Problem ->
Scan the records and identify every line in which the string "Пятёрочка" occurs, then return those lines.

Extracted records ->
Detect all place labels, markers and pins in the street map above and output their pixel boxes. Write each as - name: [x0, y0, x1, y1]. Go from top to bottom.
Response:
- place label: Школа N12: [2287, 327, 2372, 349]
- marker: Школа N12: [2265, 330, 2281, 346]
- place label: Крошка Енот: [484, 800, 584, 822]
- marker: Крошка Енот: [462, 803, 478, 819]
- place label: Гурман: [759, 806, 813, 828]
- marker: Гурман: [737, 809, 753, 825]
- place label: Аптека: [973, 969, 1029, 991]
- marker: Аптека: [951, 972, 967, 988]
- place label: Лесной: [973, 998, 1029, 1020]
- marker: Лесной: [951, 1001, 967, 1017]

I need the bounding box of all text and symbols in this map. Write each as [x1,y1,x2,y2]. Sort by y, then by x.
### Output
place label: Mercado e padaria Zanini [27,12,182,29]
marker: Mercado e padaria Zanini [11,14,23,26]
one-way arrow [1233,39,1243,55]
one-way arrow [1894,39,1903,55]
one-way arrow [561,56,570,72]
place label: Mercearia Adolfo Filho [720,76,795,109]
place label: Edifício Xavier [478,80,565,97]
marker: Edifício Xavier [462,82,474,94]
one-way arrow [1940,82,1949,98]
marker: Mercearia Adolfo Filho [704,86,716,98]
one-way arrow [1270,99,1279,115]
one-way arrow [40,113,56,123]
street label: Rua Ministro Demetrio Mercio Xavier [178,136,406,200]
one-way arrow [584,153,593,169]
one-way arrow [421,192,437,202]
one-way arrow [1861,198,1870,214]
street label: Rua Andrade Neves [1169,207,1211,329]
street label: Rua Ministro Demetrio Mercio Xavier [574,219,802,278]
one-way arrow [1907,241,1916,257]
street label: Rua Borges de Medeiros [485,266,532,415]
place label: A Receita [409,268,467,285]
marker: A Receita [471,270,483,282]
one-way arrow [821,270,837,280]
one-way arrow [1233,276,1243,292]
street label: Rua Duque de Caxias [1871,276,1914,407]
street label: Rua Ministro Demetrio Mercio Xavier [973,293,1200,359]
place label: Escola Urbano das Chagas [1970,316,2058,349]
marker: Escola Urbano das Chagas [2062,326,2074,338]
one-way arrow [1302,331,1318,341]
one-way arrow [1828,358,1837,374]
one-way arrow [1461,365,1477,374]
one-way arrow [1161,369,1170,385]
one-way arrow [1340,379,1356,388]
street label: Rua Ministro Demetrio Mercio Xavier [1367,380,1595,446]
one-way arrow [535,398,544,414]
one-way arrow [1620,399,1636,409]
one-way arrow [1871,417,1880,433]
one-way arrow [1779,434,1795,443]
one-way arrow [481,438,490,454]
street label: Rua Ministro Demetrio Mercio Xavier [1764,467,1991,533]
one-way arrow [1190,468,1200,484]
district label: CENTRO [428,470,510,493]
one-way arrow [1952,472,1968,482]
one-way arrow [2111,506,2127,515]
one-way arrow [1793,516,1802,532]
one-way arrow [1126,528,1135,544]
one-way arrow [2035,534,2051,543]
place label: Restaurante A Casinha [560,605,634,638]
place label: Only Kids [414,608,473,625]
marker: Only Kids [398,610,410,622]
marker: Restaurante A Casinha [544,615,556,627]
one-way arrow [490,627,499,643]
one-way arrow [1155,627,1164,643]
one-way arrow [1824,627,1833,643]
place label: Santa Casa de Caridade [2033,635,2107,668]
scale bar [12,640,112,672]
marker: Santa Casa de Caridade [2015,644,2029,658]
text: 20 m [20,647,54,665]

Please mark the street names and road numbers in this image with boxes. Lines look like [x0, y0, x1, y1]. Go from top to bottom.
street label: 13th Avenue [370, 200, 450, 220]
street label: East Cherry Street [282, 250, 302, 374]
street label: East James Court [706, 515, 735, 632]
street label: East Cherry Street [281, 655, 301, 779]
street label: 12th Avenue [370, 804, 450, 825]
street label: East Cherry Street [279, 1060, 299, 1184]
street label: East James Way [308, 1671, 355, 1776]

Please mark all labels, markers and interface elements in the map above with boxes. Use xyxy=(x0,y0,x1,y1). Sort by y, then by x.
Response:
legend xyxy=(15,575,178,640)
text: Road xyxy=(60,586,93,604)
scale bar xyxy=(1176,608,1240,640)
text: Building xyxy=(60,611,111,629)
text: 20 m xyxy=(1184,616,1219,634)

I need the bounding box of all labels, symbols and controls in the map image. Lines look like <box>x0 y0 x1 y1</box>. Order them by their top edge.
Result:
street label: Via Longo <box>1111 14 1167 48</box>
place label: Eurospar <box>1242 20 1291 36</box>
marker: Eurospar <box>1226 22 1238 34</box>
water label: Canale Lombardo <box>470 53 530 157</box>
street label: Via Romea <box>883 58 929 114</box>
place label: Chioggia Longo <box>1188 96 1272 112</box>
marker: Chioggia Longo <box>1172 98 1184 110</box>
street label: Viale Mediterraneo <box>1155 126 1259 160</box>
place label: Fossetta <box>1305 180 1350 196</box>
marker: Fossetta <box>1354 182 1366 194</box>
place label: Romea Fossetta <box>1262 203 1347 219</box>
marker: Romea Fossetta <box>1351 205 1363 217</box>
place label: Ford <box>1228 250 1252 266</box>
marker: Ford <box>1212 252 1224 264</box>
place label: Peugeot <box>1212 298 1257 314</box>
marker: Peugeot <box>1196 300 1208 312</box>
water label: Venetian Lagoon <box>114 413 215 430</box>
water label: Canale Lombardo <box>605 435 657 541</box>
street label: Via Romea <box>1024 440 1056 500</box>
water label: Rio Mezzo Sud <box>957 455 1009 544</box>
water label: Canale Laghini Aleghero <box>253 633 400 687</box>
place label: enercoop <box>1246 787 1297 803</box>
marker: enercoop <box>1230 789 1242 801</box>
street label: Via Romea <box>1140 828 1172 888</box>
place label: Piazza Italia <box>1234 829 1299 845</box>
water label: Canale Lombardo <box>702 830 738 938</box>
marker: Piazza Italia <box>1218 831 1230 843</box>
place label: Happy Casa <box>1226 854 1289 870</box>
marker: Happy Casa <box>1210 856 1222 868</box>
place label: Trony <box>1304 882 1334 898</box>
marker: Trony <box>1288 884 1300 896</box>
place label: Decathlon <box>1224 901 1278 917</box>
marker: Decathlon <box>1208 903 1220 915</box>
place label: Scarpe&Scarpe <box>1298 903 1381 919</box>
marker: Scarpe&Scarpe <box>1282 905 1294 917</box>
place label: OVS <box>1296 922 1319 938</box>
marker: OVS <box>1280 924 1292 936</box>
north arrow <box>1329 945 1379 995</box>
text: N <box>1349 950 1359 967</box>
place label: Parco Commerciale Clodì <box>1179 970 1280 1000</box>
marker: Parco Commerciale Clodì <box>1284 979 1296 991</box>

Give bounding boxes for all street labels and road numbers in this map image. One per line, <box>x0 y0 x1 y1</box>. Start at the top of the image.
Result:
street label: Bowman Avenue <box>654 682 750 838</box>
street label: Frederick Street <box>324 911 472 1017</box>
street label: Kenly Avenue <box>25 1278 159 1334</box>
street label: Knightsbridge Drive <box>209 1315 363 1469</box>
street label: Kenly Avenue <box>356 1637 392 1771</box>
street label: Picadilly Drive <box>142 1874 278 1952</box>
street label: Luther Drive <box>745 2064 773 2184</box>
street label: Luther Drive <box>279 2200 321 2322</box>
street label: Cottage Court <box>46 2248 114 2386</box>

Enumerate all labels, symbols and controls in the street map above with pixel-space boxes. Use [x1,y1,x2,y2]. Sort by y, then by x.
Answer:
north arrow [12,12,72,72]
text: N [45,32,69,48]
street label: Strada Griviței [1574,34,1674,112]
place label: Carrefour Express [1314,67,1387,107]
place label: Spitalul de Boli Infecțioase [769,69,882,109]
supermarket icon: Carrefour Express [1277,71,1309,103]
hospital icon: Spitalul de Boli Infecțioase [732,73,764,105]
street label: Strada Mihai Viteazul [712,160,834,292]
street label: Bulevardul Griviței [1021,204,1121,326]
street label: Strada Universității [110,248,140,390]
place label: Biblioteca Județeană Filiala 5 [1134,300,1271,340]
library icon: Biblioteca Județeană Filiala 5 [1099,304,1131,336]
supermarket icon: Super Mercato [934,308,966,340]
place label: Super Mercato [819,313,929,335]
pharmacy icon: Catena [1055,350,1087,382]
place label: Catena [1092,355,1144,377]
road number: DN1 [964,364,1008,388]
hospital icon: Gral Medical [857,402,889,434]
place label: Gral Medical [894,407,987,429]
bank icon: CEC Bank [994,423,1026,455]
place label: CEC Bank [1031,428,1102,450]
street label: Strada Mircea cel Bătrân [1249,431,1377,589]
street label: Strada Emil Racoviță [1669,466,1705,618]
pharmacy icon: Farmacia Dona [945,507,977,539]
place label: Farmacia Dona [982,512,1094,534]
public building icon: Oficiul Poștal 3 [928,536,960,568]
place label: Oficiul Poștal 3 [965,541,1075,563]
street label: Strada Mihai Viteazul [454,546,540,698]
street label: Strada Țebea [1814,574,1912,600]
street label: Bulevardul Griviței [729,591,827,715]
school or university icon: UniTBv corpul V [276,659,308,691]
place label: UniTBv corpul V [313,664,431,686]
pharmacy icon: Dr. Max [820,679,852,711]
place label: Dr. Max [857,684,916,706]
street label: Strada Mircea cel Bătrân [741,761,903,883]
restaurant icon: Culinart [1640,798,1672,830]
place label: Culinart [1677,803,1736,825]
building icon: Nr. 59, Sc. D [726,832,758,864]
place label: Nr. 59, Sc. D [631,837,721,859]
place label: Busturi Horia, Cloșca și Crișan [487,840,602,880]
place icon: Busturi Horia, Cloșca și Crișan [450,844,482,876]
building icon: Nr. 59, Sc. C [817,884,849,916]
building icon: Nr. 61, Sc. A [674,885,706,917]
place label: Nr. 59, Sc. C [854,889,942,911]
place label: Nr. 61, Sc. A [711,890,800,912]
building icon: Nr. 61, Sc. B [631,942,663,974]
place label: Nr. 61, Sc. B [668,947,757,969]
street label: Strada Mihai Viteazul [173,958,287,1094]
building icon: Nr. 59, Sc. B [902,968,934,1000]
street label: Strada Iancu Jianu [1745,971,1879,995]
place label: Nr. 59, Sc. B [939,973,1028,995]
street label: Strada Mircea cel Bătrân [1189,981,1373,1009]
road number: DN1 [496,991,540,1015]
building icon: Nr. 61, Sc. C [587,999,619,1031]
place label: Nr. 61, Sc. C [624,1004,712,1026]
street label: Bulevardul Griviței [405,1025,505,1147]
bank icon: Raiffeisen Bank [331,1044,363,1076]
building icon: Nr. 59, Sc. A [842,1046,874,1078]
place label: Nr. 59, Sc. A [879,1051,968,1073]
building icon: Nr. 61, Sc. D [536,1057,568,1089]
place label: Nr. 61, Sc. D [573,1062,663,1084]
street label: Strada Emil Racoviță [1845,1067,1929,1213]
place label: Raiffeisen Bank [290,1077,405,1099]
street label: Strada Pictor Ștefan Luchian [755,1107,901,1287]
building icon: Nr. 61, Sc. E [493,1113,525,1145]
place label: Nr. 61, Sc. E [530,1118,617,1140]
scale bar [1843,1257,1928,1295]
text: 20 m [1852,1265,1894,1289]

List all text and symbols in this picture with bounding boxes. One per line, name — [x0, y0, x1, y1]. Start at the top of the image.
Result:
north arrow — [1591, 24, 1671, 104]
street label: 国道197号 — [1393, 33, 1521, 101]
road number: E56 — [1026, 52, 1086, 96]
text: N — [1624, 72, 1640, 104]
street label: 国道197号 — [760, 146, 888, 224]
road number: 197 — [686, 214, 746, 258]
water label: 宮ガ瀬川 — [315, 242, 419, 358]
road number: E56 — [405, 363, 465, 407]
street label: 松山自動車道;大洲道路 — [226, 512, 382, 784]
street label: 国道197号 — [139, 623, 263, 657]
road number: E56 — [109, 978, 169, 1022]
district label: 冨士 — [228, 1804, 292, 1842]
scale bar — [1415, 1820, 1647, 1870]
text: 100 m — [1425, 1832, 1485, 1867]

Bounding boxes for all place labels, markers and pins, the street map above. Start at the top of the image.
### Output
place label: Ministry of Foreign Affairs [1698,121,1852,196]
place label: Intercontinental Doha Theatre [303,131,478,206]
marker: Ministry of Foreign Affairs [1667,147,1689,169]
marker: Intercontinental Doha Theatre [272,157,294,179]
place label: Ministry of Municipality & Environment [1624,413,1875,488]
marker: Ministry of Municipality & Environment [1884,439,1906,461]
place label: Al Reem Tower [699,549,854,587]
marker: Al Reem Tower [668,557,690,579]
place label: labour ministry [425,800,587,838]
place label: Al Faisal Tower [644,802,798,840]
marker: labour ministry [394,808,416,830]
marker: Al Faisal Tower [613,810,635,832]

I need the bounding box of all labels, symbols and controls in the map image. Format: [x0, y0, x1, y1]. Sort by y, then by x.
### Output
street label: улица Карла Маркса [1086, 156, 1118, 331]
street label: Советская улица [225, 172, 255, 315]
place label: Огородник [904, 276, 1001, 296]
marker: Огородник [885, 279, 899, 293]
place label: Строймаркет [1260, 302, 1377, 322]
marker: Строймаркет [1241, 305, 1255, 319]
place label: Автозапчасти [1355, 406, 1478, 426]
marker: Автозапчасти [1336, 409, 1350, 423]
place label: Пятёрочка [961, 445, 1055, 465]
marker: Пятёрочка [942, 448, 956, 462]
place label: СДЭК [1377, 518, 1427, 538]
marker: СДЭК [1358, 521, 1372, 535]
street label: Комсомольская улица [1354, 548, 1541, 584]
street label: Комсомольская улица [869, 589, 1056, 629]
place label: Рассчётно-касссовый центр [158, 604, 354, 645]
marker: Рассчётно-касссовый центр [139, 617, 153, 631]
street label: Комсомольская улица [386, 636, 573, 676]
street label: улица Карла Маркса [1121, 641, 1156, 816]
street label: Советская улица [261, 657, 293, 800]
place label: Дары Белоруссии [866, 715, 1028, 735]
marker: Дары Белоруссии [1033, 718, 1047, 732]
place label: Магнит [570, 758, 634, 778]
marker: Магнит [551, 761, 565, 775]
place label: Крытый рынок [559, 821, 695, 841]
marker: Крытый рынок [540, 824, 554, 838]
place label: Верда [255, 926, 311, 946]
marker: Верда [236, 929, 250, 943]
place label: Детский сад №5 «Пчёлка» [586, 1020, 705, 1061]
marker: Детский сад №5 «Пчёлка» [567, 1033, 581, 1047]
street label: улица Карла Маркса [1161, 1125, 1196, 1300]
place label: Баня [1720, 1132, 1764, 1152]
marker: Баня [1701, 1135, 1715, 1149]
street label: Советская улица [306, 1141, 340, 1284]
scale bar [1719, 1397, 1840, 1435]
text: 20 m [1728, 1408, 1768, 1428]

Answer to this task ->
place label: Пятёрочка [961, 445, 1055, 465]
marker: Пятёрочка [942, 448, 956, 462]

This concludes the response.